Real estate moves are another signal
That’s the subtext here: ARR has quietly become one of the most important recruiting signals in the AI startup market. Startups used to hype funding rounds or valuation. They still do, but some are also sharing revenue numbers that, in a different era, would have stayed buried.
Loveable CEO Anton Osika recently shared at a conference that the company doubled its ARR to $200 million in four months, and Cursor this month announced that it past $1 billion in annualized revenue. For a recruit, these revenue stats are meant to signal that a startup isn’t just riding a hype cycle but has customers and real traction.
Taylor’s mental model for what’s happening now is the late ’90s. “I think the closest analog to this AI wave is the dot-com boom or bubble, depending on your level of pessimism,” he said. Back then, he explained, everyone knew e-commerce was going to be big, but there was a massive difference between working at Buy.com and Amazon.
“As a candidate, you want to work for the company that’s going to end up being the leader,” Taylor said. His pitch is that Sierra is on that path in AI customer support: a company with real contracts from big, often regulated customers.
His hiring plans reflect that ambition. Sierra has roughly 300 employees today. Taylor wouldn’t commit to a precise headcount target for next year, but he acknowledged that “doubling or more” is in scope, driven mostly by international expansion and customer-facing roles.

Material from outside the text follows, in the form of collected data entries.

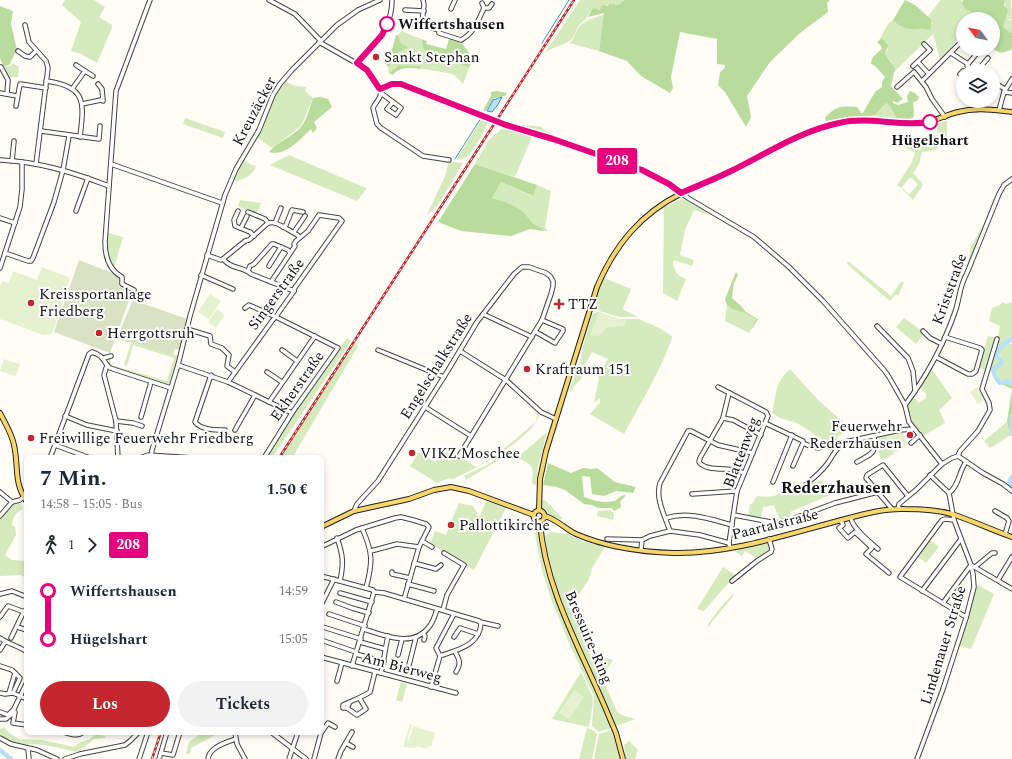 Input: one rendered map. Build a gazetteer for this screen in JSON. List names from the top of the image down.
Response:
{
  "streets": {
    "main road": ["Paartalstraße", "Bressuire-Ring"],
    "street": [
      "Kreuzäcker",
      "Kriststraße",
      "Singerstraße",
      "Engelschalkstraße",
      "Ekherstraße",
      "Blattenweg",
      "Lindenauer Straße",
      "Am Bierweg"
    ]
  },
  "crossings": [
    ["Blattenweg", "Paartalstraße"],
    ["Paartalstraße", "Bressuire-Ring"],
    ["Paartalstraße", "Lindenauer Straße"]
  ],
  "districts": ["Rederzhausen"],
  "places": {
    "other": [
      "Wiffertshausen",
      "Sankt Stephan",
      "Hügelshart",
      "Kreissportanlage Friedberg",
      "Herrgottsruh",
      "Kraftraum 151",
      "Feuerwehr Rederzhausen",
      "Freiwillige Feuerwehr Friedberg",
      "VIKZ Moschee",
      "Pallottikirche"
    ],
    "health": ["TTZ"]
  },
  "lines": ["bus line 208"],
  "north": "top left",
  "page": {
    "on_map": "208",
    "heading": ["7 Min.", "14:58 – 15:05 · Bus", "1.50 €"],
    "legs": ["1", "208"],
    "list": [
      {
        "name": "Wiffertshausen",
        "value": "14:59"
      },
      {
        "name": "Hügelshart",
        "value": "15:05"
      }
    ],
    "buttons": ["Los", "Tickets"]
  }
}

His real estate moves are another signal. Taylor confirmed that Sierra has signed a lease for roughly 300,000 square feet of office space in San Francisco’s China Basin neighborhood, a block from Oracle Park. The company will vacate its current building and nearly triple its footprint, marking the city’s largest office lease since OpenAI took over Old Navy’s former headquarters near the Chase Center last year.

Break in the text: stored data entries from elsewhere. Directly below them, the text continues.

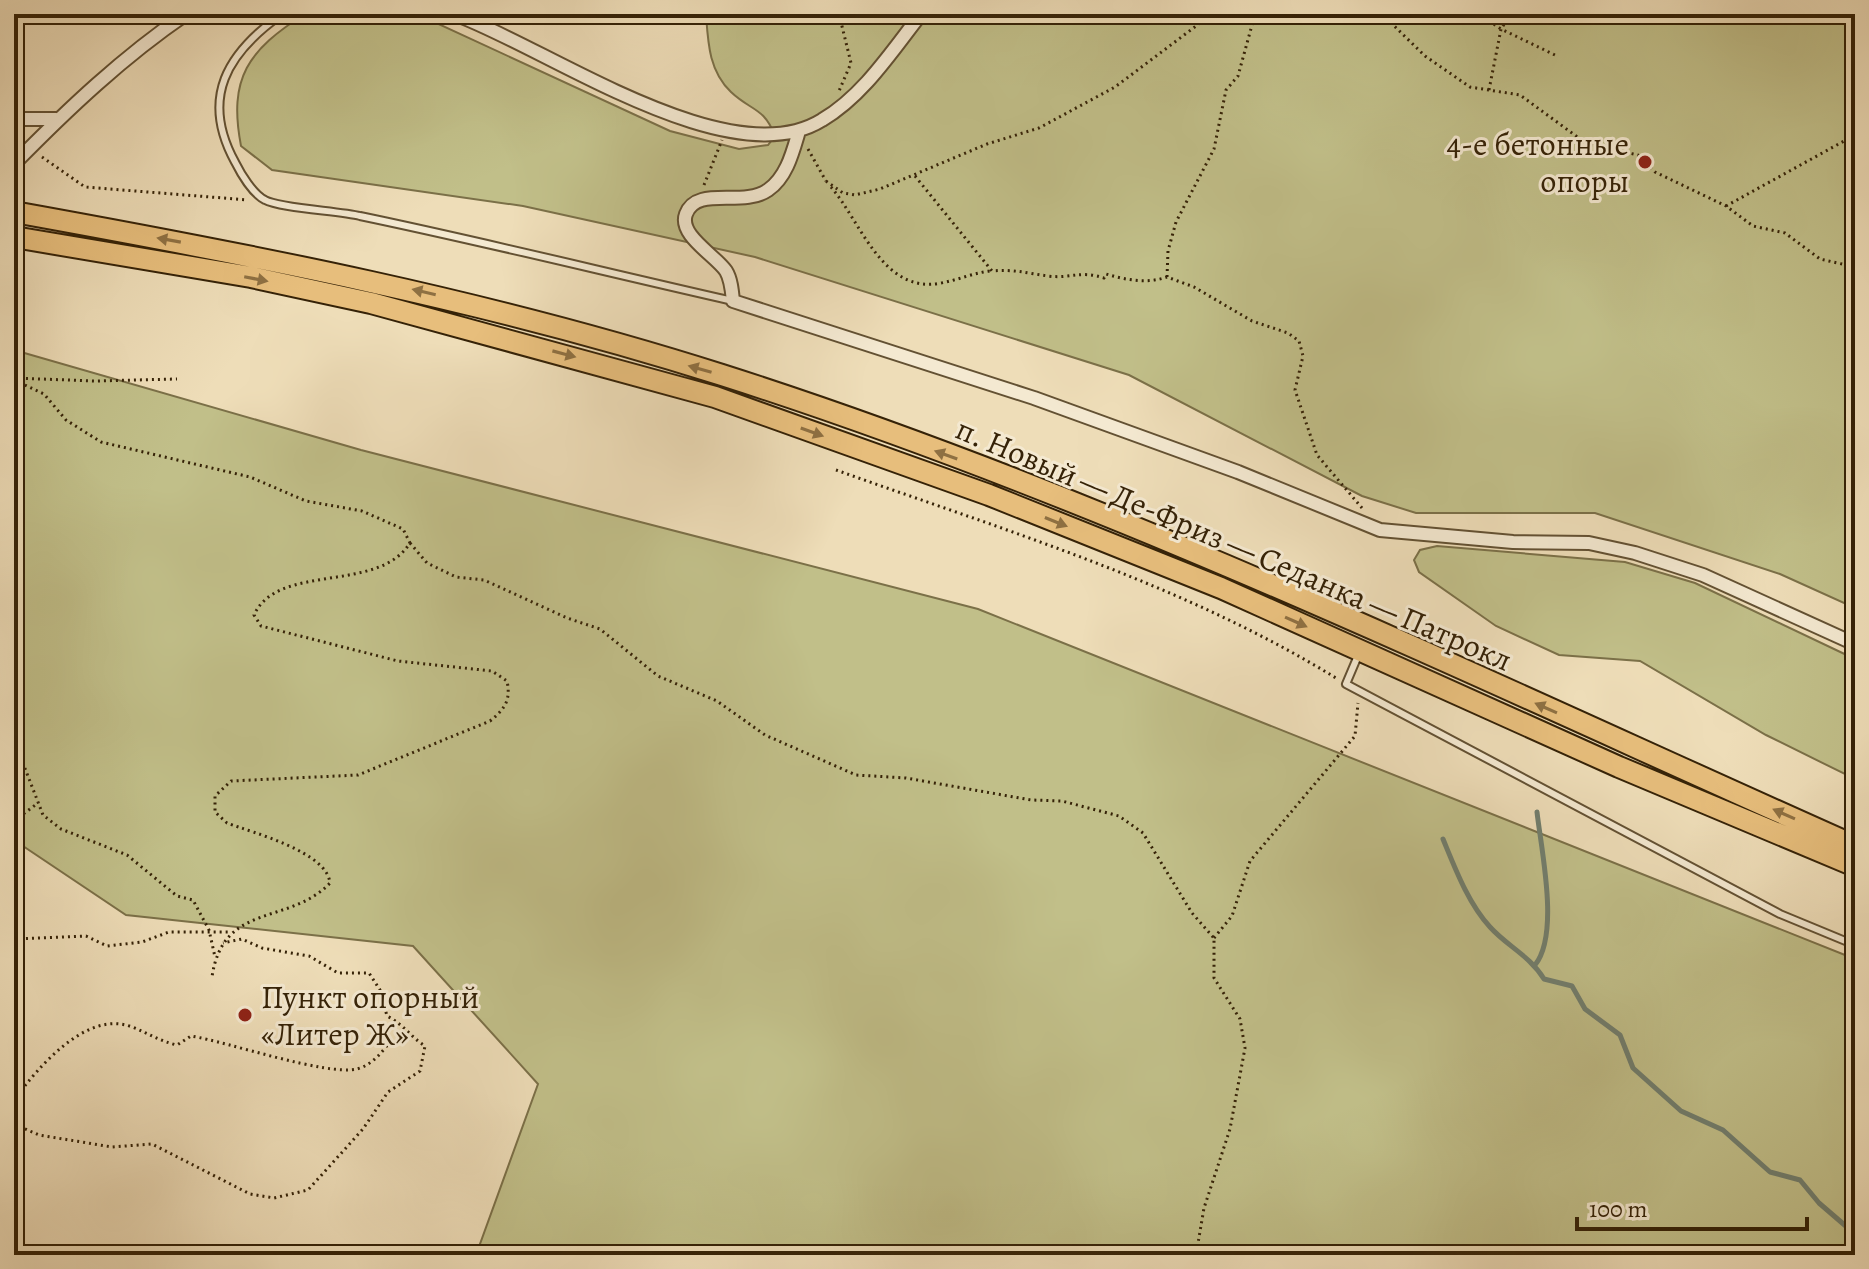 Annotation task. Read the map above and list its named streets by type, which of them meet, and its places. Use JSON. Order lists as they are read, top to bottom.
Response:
{
  "streets": {
    "highway": ["п. Новый — Де-Фриз — Седанка — Патрокл"]
  },
  "places": ["4-е бетонные опоры", "Пункт опорный «Литер Ж»"],
  "scale_bar": "100 m"
}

Taylor is also already thinking about what happens when today’s crop of AI startups matures. He expects the industry to follow a familiar pattern: an early “best-of-breed” phase where specialist tools grow quickly, followed by a platform-consolidation wave. “Reductively, you either earn the right to consolidate or you get consolidated.” Sierra isn’t out shopping for acquisitions yet, he said, but it wants to be in the former camp when that moment comes.

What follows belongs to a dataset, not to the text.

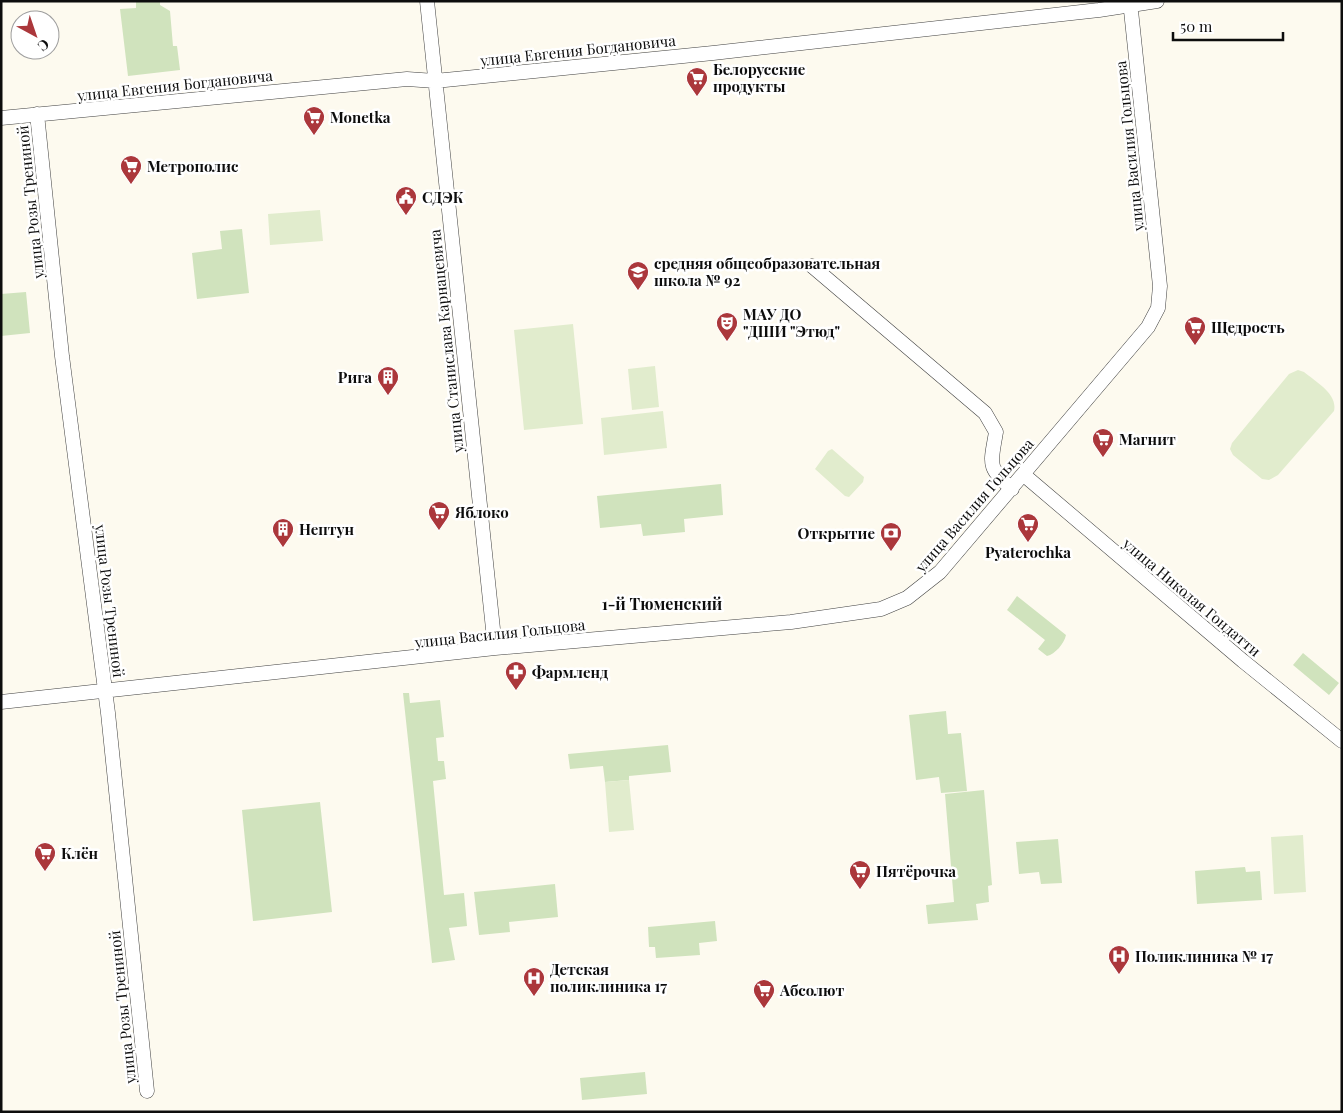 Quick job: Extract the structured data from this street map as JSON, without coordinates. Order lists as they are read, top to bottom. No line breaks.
{"streets":{"street":["улица Евгения Богдановича","улица Василия Гольцова","улица Розы Трениной","улица Станислава Карнацевича","улица Николая Гондатти"]},"crossings":[["улица Евгения Богдановича","улица Василия Гольцова"],["улица Евгения Богдановича","улица Розы Трениной"],["улица Евгения Богдановича","улица Станислава Карнацевича"],["улица Василия Гольцова","улица Розы Трениной"],["улица Василия Гольцова","улица Станислава Карнацевича"],["улица Василия Гольцова","улица Николая Гондатти"]],"districts":["1-й Тюменский"],"places":{"supermarket":["Белорусские продукты","Monetka","Метрополис","Щедрость","Магнит","Яблоко","Pyaterochka","Клён","Пятёрочка","Абсолют"],"public building":["СДЭК"],"school or university":["средняя общеобразовательная школа № 92"],"theatre":["МАУ ДО \"ДШИ \"Этюд\""],"building":["Рига","Нептун"],"bank":["Открытие"],"pharmacy":["Фармленд"],"hospital":["Поликлиника № 17","Детская поликлиника 17"]},"scale_bar":"50 m","north":"bottom right"}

All of this explains why a company like Sierra — backed by blue-chip investors, run by a former Salesforce co-CEO who now chairs OpenAI — is out there trumpeting its early revenue. The AI agent market for customer support is already crowded, with upstarts like Decagon and incumbents like Intercom and Salesforce vying for the same budgets. In that world, a startup announcing nine figures of ARR is a signal of strength aimed at the small pool of people who can work anywhere.